One acquaintance of mine (sister of a friend) made a comment a few months ago that surprised me. She said that she had worked with a Christian group or event that was headed up by homosexuals, and that one of her friends was a homosexual and, “a committed Christian.” I wanted to raise my hand - “Question!?”

How can someone be a committed Christian and yet live in such blatant disobedience to God’s commands?

They can’t. It’s one or the other, not both.

My friend was not so much supporting her friends homosexuality as she was expressing her frustration with how many Christians respond to such people. “We shouldn’t just shun them and pretend like they don’t exist...” (paraphrase). Agreed. Even Paul, in pronouncing judgement on a man who was caught up in a different kind of sexual sin, made it clear that the purpose of church discipline was “so that his spirit may be saved in the day of the Lord.”

We are not to ostracize homosexuals and simply write them off as “filthy sinners condemned for hell” (doesn’t that describe all of us in our unregenerate state?), but neither are we to embrace them until they have renounced their sin and turned to Christ.
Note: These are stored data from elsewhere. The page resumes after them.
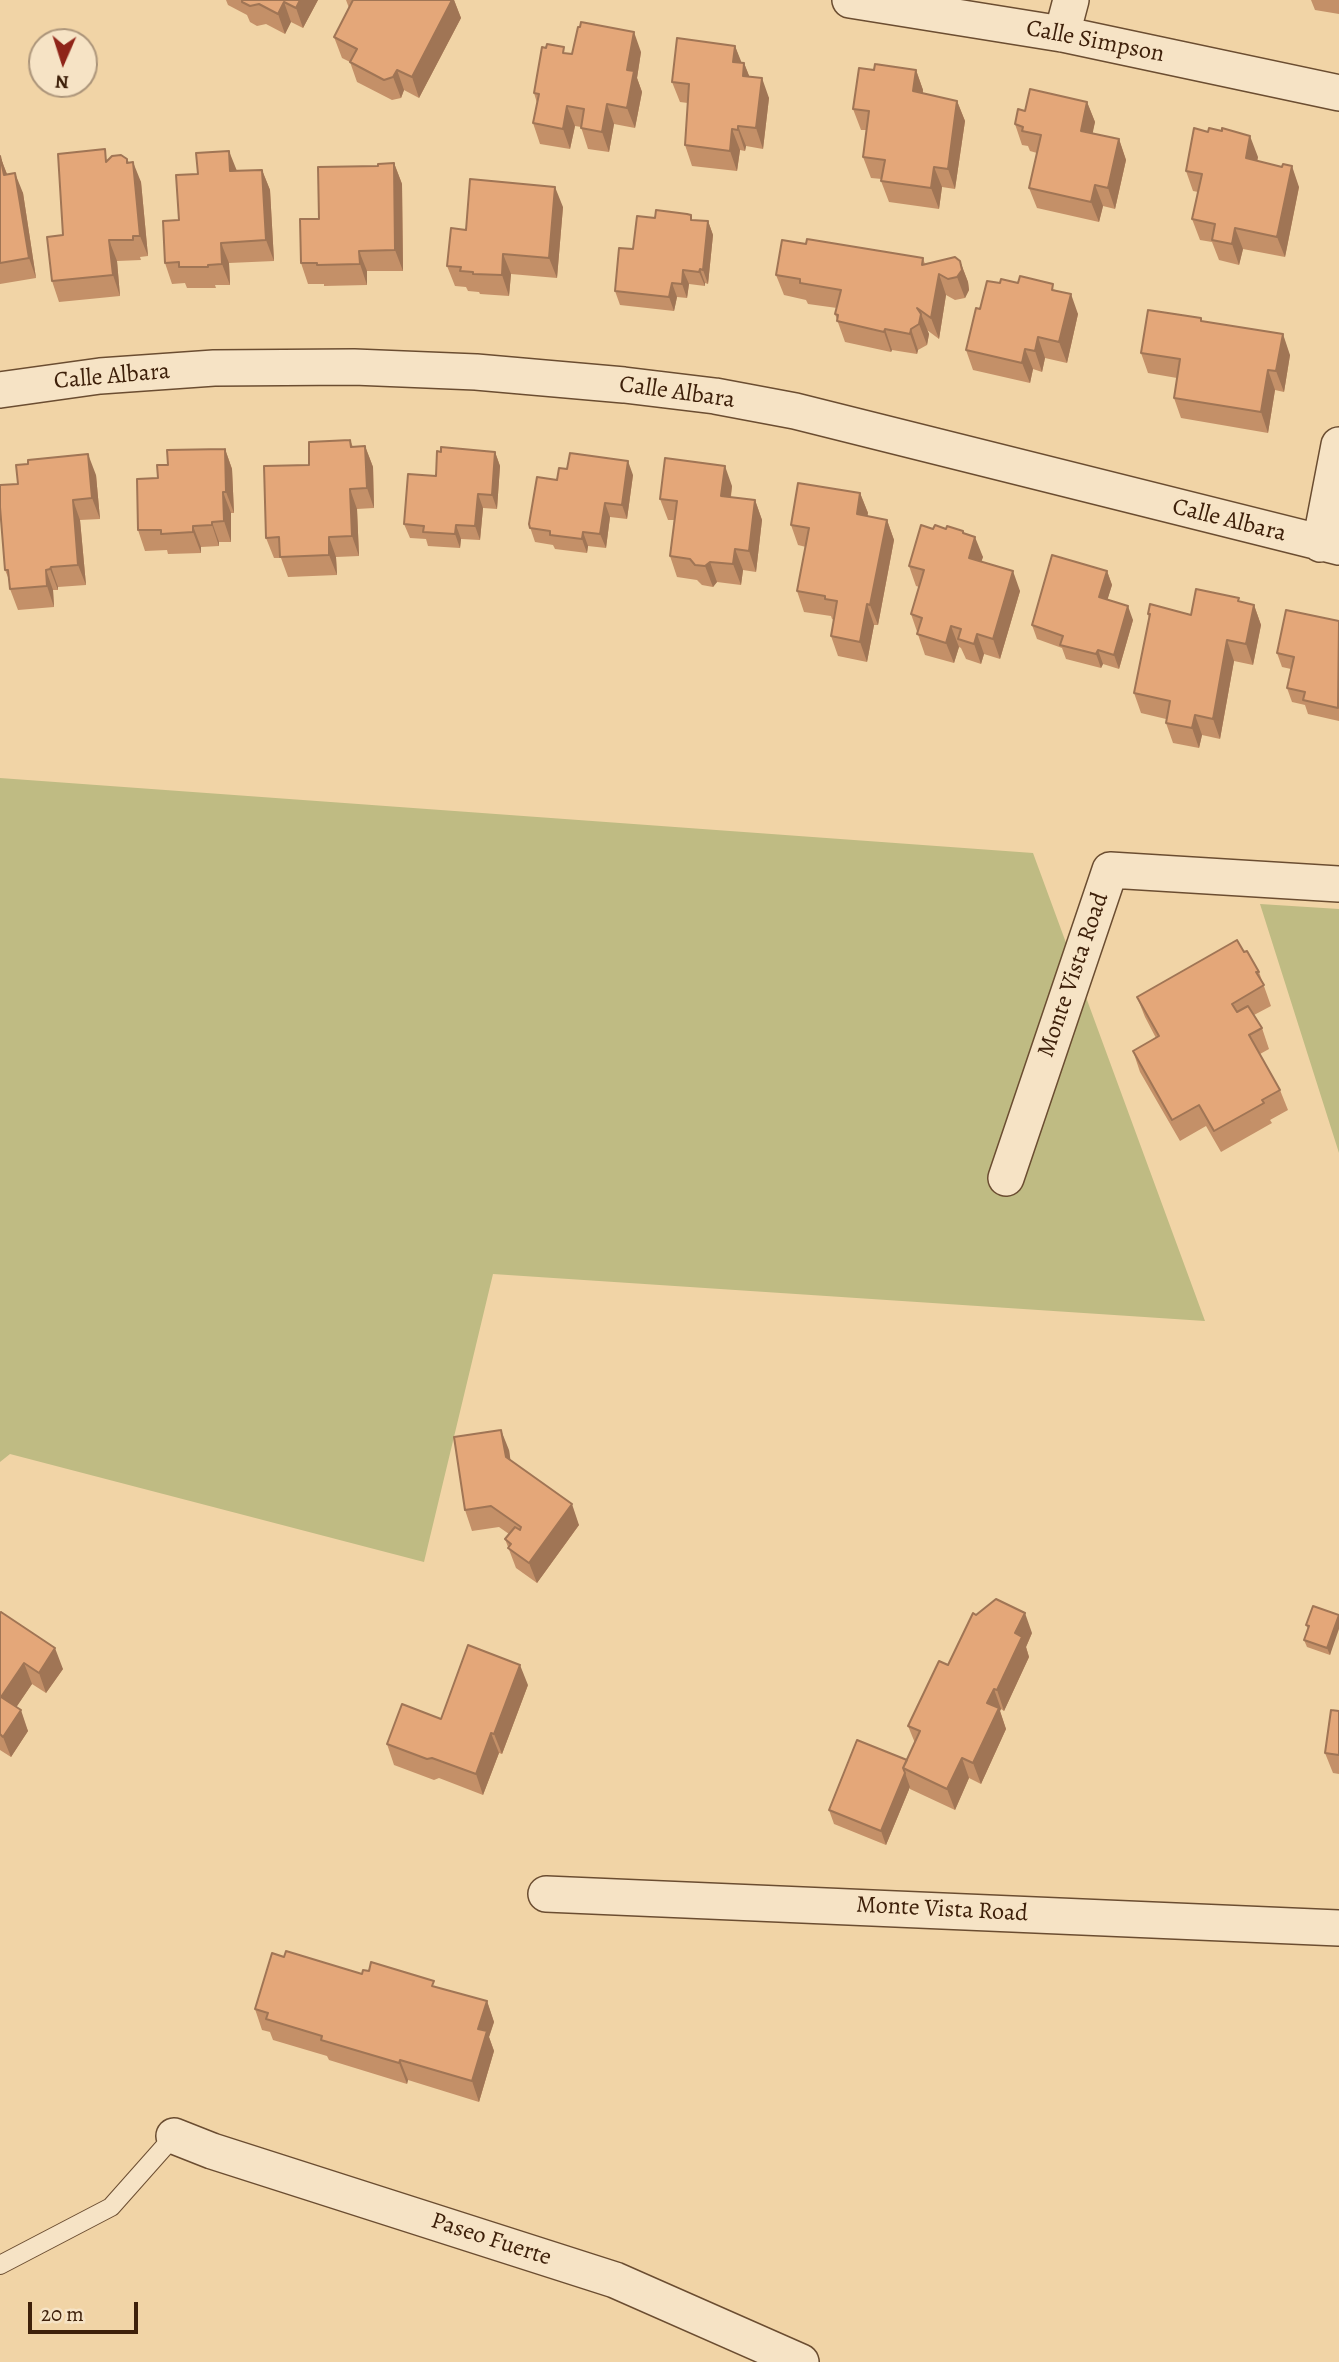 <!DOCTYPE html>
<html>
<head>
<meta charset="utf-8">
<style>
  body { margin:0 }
  #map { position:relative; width:1339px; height:2362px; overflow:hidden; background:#f1d4a6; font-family:Alegreya,serif }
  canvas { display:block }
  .north { position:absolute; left:28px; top:28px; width:70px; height:70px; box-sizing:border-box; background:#f6e3c5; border:2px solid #ac957a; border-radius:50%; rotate:183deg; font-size:19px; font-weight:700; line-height:28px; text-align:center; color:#3e200a }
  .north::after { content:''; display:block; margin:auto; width:24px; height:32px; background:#8f2418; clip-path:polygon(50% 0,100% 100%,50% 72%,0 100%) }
  .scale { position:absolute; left:28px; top:2302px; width:110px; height:32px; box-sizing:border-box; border:4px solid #3e200a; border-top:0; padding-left:9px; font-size:21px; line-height:24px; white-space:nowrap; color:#3e200a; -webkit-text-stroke:5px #f6e3c5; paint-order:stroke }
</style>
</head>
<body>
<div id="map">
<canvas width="1339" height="2362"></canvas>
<div class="north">N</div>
<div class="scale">20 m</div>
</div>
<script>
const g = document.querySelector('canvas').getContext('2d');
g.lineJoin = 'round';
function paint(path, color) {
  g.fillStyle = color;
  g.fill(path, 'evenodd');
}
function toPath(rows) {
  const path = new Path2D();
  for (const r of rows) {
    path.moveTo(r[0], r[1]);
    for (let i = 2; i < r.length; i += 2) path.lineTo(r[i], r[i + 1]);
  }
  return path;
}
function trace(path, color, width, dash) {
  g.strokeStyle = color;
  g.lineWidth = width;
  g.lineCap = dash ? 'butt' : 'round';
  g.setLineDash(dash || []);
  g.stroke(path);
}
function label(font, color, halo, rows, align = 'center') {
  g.font = font + ' Alegreya,serif';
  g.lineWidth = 7;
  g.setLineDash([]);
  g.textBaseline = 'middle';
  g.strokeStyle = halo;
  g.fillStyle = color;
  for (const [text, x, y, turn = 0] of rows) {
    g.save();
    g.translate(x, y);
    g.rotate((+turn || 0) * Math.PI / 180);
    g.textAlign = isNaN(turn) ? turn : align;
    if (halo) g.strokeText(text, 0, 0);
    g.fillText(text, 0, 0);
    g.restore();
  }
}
paint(toPath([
  [0,778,1033,853,1205,1321,493,1274,424,1562,10,1454,0,1462],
  [1260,904,1339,909,1339,1153]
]), '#bfbb83');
const service = toPath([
  [0,2265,111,2207,174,2136]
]);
const minor = toPath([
  [850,0,1062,34,1339,93],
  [1062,34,1071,0],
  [0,390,100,376,214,368,354,367,476,372,624,385,715,396,795,411,1339,547],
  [1320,544,1339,445],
  [1006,1178,1110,870,1339,884],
  [546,1894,1339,1928],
  [174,2136,212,2151,615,2280,801,2362]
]);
trace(service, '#6b4d31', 20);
trace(minor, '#6b4d31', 38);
trace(service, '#f6e3c5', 18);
trace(minor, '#f6e3c5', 35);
paint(toPath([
  [226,0,318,0,303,28,291,22,285,34,266,24,257,26,250,22,247,15,228,5],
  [346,0,454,0,461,18,419,98,404,90,401,98,392,100,357,82,350,62,342,58,334,37,349,8],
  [1311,0,1339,0,1339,14,1315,10],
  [735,46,741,63,744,63,749,76,769,98,763,149,746,146,745,151,740,150,737,171,692,166,685,145,688,103,680,102,672,82],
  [641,52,637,78,642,92,635,128,614,124,609,152,588,149,581,127,575,126,570,149,540,144,533,123,537,103,534,93,567,53],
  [874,70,916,70,923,90,923,94,957,101,965,121,955,189,942,187,939,209,889,202,881,181,882,179,871,178,863,157,867,130,861,130,853,109],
  [1087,102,1095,122,1092,133,1119,139,1126,160,1115,209,1103,206,1099,222,1037,208,1029,188,1037,153,1030,151,1028,146,1022,145,1015,124,1025,111],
  [0,156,7,174,23,193,36,278,0,284],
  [1258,157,1257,160,1299,187,1285,257,1243,249,1239,265,1219,260,1212,242,1200,240,1192,219,1198,192,1193,191,1186,171],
  [108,159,127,159,141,182,148,256,140,257,141,260,117,261,120,296,59,302,52,281,63,235],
  [394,163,402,184,403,271,367,271,367,285,324,286,324,284,308,284,301,263,319,219,378,166],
  [262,170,270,190,274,261,229,263,230,285,215,285,216,288,187,288,185,283,172,284,165,263,179,220,237,171],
  [563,207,557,278,511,274,509,296,480,294,479,292,468,291,466,287,455,286,447,266,466,230],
  [655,218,708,221,713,235,708,284,705,283,705,286,689,284,687,298,677,297,674,311,620,305,615,291,633,249],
  [806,244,923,258,925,264,960,261,968,282,969,290,965,298,955,300,946,295,939,339,927,330,929,334,927,345,918,350,917,354,892,350,891,352,845,342,835,314,837,308,808,304,806,300,784,295,776,275],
  [1000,283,1018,283,1056,290,1078,314,1067,363,1045,358,1042,372,1033,369,1030,383,973,370,966,350,980,309],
  [1201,318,1202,321,1290,355,1284,392,1275,390,1268,433,1181,418,1174,398,1177,378,1148,373,1141,353],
  [350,440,353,447,365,446,373,467,374,508,357,509,359,556,336,557,337,575,288,577,281,558,274,558,266,538,309,465],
  [225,449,232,469,234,513,231,513,231,542,219,542,219,546,201,547,201,553,168,554,167,550,145,551,138,530,158,478,168,465],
  [441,452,495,452,500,466,497,509,483,508,480,540,461,539,460,548,428,546,426,539,410,538,404,524,436,476],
  [96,475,100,519,80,520,86,585,58,587,58,590,53,590,54,607,18,610,10,589,10,582,5,570],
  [633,475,627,519,610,517,606,548,588,546,587,553,555,549,553,545,535,542,529,524,557,480],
  [732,486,731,497,755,500,762,520,756,572,743,570,741,585,717,582,713,587,702,585,697,580,677,577,670,556,674,520,668,520,660,499],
  [860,493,868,513,867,516,887,520,894,540,878,625,874,625,867,662,838,656,831,636,834,620,832,619,831,616,804,612,797,591,806,547,798,545,791,525],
  [933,529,963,531,983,557,981,561,1020,591,1000,659,984,654,981,664,966,659,961,648,959,647,954,663,925,655,911,614,919,587,916,586,909,566],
  [1107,571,1112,585,1107,600,1133,620,1119,669,1103,664,1101,668,1066,659,1062,648,1037,639,1032,625],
  [1241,602,1254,605,1261,625,1253,665,1234,661,1220,739,1202,735,1199,748,1173,743,1166,723,1166,719,1141,713,1134,693,1149,618,1148,614,1191,615],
  [1339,621,1339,721,1308,714,1305,705,1292,702,1287,688,1291,669,1282,667,1277,653],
  [1244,952,1259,972,1271,1006,1254,1015,1262,1028,1269,1049,1260,1054,1280,1090,1288,1110,1270,1120,1272,1123,1221,1152,1206,1126,1180,1141,1140,1072,1133,1051,1156,1038,1145,1017,1137,997],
  [509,1450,510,1460,579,1525,537,1583,516,1568,505,1539,509,1534,499,1527,472,1531,465,1510],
  [0,1613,63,1669,46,1693,32,1684,16,1707,28,1731,11,1757,0,1750],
  [1339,1615,1330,1655,1307,1647,1304,1640,1308,1629,1306,1625],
  [1032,1633,1026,1647,1029,1657,1004,1711,1001,1709,1000,1711,1006,1729,981,1784,969,1778,955,1810,910,1789,910,1787,886,1845,834,1824,829,1810,907,1760,915,1743,908,1726,948,1665],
  [528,1685,502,1754,499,1753,483,1795,439,1778,434,1780,394,1765,387,1744,441,1719],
  [1339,1711,1339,1774,1333,1773,1325,1753],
  [362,1974,436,1987,487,2001,494,2022,489,2037,494,2051,479,2102,408,2080,407,2084,329,2060,327,2056,273,2040,270,2032,262,2030,255,2009]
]), '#c49068');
paint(toPath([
  [300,0,318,0,303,28,296,8],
  [452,0,454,0,461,18,419,98,412,77],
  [284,2,291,22,285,34,278,14],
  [634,32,641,52,637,78,642,92,635,128,627,108,627,70],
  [735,46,743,66,733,62],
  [744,63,752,83,743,76],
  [397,70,404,90,401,98,393,77],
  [916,70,923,90,920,112,913,91],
  [762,78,769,98,763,149,756,128],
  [957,101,965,121,955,189,948,169],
  [1087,102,1095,122,1089,151,1081,131],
  [607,104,614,124,609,152,602,132],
  [567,106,575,126,570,149,563,129],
  [738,126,746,146,745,151,738,130],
  [732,129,740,150,737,171,730,151],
  [1250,136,1258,157,1254,178,1246,158],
  [1119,139,1126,160,1115,209,1108,188],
  [229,151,237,171,230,171],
  [0,156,8,177,4,175],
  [133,162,141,182,148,256,140,236],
  [394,163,402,184,403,271,395,250],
  [1292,166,1299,187,1285,257,1277,237],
  [934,167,942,187,939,209,931,188],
  [262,170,270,190,274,261,266,240],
  [15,173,23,193,36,278,29,258],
  [1095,185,1103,206,1099,222,1091,202],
  [555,187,563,207,557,278,549,258],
  [708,221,713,235,708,284,703,270],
  [1235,228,1243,249,1239,265,1232,244],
  [109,240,117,261,120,296,113,275],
  [221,243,229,263,230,285,222,264],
  [359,251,367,271,367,285,360,264],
  [503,254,511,274,509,296,502,275],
  [960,261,968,282,969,290,965,298,957,277],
  [700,269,705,283,705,286,699,272],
  [683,270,689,284,687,298,682,284],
  [939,274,946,295,939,339,931,318],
  [672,283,677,297,674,311,669,297],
  [1071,294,1078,314,1067,363,1059,342],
  [921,314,929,334,927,345,919,324],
  [885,329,892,350,891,352,884,332],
  [911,329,918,350,917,354,910,334],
  [1283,334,1290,355,1284,392,1276,371],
  [1038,337,1045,358,1042,372,1035,351],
  [1025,349,1033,369,1030,383,1022,363],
  [1268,370,1275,390,1268,433,1261,412],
  [365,446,373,467,374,508,367,488],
  [225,449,232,469,234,513,226,492],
  [495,452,500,466,497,509,492,495],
  [88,454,96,475,100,519,92,498],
  [628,461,633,475,627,519,622,505],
  [725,466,732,486,728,517,721,496],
  [350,489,357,509,359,556,352,536],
  [223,492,231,513,231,542,224,521],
  [860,493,868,513,864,534,857,514],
  [478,494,483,508,480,540,475,526],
  [73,500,80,520,86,585,78,565],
  [755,500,762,520,756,572,749,551],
  [605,503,610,517,606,548,600,534],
  [887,520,894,540,878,625,870,605],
  [212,522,219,542,219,546,212,525],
  [456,525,461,539,460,548,455,534],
  [193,526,201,547,201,553,193,532],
  [963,531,971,551,975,537,983,557,976,578,969,558,963,533],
  [583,532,588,546,587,553,582,539],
  [329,537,336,557,337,575,329,555],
  [735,549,743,570,741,585,733,564],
  [710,562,717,582,713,587,705,566],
  [51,567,58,587,58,590,50,569],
  [46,570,53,590,54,607,47,586],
  [1013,571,1020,591,1000,659,993,639],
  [1107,571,1112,585,1104,611,1099,597],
  [867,604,874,625,867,662,860,642],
  [1254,605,1261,625,1253,665,1246,644],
  [1128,606,1133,620,1119,669,1114,655],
  [951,626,959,647,954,663,946,643],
  [977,634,984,654,981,664,974,644],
  [1227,640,1234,661,1220,739,1213,719],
  [1098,650,1103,664,1101,668,1096,654],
  [1195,715,1202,735,1199,748,1192,728],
  [501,1430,509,1450,513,1477,506,1457],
  [572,1504,579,1525,537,1583,529,1563],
  [1025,1613,1032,1633,1026,1647,1029,1657,1004,1711,997,1690,1015,1633],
  [1339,1615,1339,1629,1330,1655,1327,1648],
  [55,1648,63,1669,46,1693,39,1673],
  [24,1663,32,1684,9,1718,1,1697],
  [520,1665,528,1685,502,1754,494,1734],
  [994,1689,1001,1709,1000,1711,1006,1729,981,1784,973,1763,987,1703],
  [21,1710,28,1731,11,1757,3,1737],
  [491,1733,499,1753,483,1795,476,1774],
  [962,1758,969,1778,955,1810,947,1789],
  [905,1773,910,1787,886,1845,881,1831],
  [487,2001,494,2022,489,2037,494,2051,479,2102,472,2081,478,2029],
  [400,2060,408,2080,407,2084,399,2063]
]), '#a07555');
const building = toPath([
  [242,0,300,0,296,8,284,2,278,14,259,4,250,6,242,2,242,0],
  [353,0,452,0,412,77,397,70,393,77,384,80,350,62,357,49,334,37,353,0],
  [581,22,634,32,627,70,634,71,627,108,607,104,602,132,581,128,584,109,567,106,563,129,533,123,539,94,534,93,542,47,546,48,547,44,564,47,563,53,572,54,578,27,580,27,581,22],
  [677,38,735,46,733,62,744,63,743,76,762,78,756,128,738,126,738,130,732,129,730,151,685,145,689,84,672,82,677,38],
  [875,64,916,70,913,91,957,101,948,169,934,167,931,188,881,181,885,160,863,157,869,111,853,109,859,68,874,70,875,64],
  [1030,89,1087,102,1081,131,1119,139,1108,188,1095,185,1091,202,1029,188,1041,135,1022,131,1023,127,1015,124,1018,109,1025,111,1030,89],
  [1194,128,1208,132,1209,128,1222,131,1222,128,1250,136,1246,158,1282,167,1283,164,1292,166,1277,237,1235,228,1232,244,1212,240,1215,224,1192,219,1202,174,1186,171,1194,128],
  [105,149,106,162,112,156,121,155,127,159,127,163,133,162,140,236,133,236,133,240,109,240,113,275,52,281,47,237,63,235,58,154,105,149],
  [229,151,230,171,262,170,266,240,221,243,222,264,208,265,208,267,179,267,179,262,165,263,163,221,179,220,176,175,198,174,196,153,229,151],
  [0,156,4,175,15,173,29,258,0,263,0,156],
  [394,163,395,250,359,251,360,264,317,265,317,263,301,263,300,219,319,219,318,167,378,166,378,164,394,163],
  [470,179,555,187,549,258,503,254,502,275,473,274,473,272,460,271,461,267,447,266,451,228,466,230,470,179],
  [656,210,687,214,691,215,691,220,708,221,703,270,700,269,699,272,683,270,682,284,672,283,669,297,615,291,619,248,633,249,637,216,655,218,656,210],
  [807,239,923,258,922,265,955,257,960,261,962,270,957,277,948,279,939,274,931,318,917,308,921,314,919,324,911,329,910,334,885,329,884,332,837,321,838,315,835,314,841,290,800,283,800,279,776,275,782,240,806,244,807,239],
  [1020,276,1053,284,1052,290,1071,294,1059,342,1038,337,1035,351,1025,349,1022,363,966,350,976,308,980,309,987,281,1000,283,1001,279,1018,283,1020,276],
  [1148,310,1201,318,1201,321,1283,334,1276,371,1268,370,1261,412,1174,398,1180,359,1141,353,1148,310],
  [350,440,351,447,365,446,367,488,350,489,352,536,329,537,329,555,280,557,279,537,266,538,264,466,309,465,309,442,350,440],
  [441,447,495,452,492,495,478,494,475,526,456,525,455,534,423,532,424,526,404,524,408,474,436,476,437,451,441,452,441,447],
  [225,449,226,492,223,492,224,521,212,522,212,525,193,526,193,532,161,534,161,530,138,530,137,479,158,478,157,465,168,465,167,450,225,449],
  [570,453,628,461,622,505,605,503,600,534,583,532,582,539,550,535,550,531,530,528,529,524,537,477,557,480,559,468,567,469,570,453],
  [88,454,92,498,73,500,78,565,51,567,50,569,46,570,47,586,10,589,8,570,5,570,0,507,0,485,18,484,16,465,28,464,28,460,88,454],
  [665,458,725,466,721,496,755,500,749,551,735,549,733,564,710,562,705,566,695,565,690,559,670,556,677,501,660,499,665,458],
  [798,483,860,493,857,514,887,520,870,605,867,604,860,642,831,636,837,601,825,599,825,596,797,591,809,528,791,525,798,483],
  [921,525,933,529,935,525,946,529,947,526,963,531,963,533,975,537,969,558,1013,571,993,639,977,634,974,644,958,639,961,629,951,626,946,643,917,634,922,618,911,614,924,570,909,566,921,525],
  [1052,555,1107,571,1099,597,1128,606,1114,655,1098,650,1096,654,1060,645,1063,636,1032,625,1052,555],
  [1196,589,1239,598,1238,601,1254,605,1246,644,1227,640,1213,719,1195,715,1192,728,1166,723,1170,701,1134,693,1150,614,1148,614,1150,604,1191,615,1196,589],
  [1286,610,1339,621,1338,708,1303,700,1305,692,1287,688,1294,657,1277,653,1286,610],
  [1237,940,1244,952,1247,951,1259,972,1256,972,1264,985,1232,1004,1237,1012,1248,1006,1262,1028,1249,1035,1280,1090,1262,1100,1264,1103,1214,1131,1199,1105,1172,1120,1133,1051,1159,1036,1137,997,1237,940],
  [501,1430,506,1457,572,1504,529,1563,508,1548,511,1544,505,1539,515,1527,520,1530,521,1527,491,1506,465,1510,454,1437,501,1430],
  [996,1599,1025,1613,1015,1633,1022,1637,997,1690,994,1689,987,1703,999,1708,973,1763,962,1758,947,1789,903,1768,920,1731,908,1726,939,1661,948,1665,973,1613,976,1615,996,1599],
  [1313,1606,1339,1615,1327,1648,1304,1640,1309,1626,1306,1625,1313,1606],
  [1,1612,55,1648,39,1673,24,1663,1,1697,21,1710,3,1737,0,1734,0,1613,1,1612],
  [468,1645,520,1665,494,1734,491,1733,476,1774,432,1758,427,1759,387,1744,402,1704,441,1719,468,1645],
  [1331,1710,1339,1711,1339,1755,1325,1753,1331,1710],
  [857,1740,907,1760,903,1768,905,1773,881,1831,829,1810,857,1740],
  [286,1951,362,1974,363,1970,369,1971,371,1962,434,1981,432,1986,487,2001,478,2029,487,2031,472,2081,400,2060,399,2063,321,2040,322,2036,266,2019,268,2013,255,2009,272,1953,284,1957,286,1951]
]);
paint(building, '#e4a779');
trace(building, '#a07555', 2);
label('24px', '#3e200a', '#f6e3c5', [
  ["Calle Simpson",1095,42,11],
  ["Calle Albara",112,377,-5],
  ["Calle Albara",677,393,8],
  ["Calle Albara",1229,521,14],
  ["Monte Vista Road",1074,975,-71],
  ["Monte Vista Road",942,1910,3],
  ["Paseo Fuerte",491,2240,18]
]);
</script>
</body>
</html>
Paul clarifies that he is not talking about “sexually immoral people” as a class of humanity (see vs. 9), but specifically those “who bear the name of brother;” in other words, those who claim the name of Christ while at the same time engaging in sexually immoral activity (or greed, idolatry, reviling, drunkenness, and swindling - vs. 11). He tells us “not to even eat with such a one.”

For what have I to do with judging outsiders? Is it not those inside the church whom you are to judge? (vs. 12)

While we must judge and oppose certain “cultural sins” in the broader context of our world, it is those inside the church over whom we are to exercise authority and judge in practical ways, the goal always being to restore them to faith and fellowship.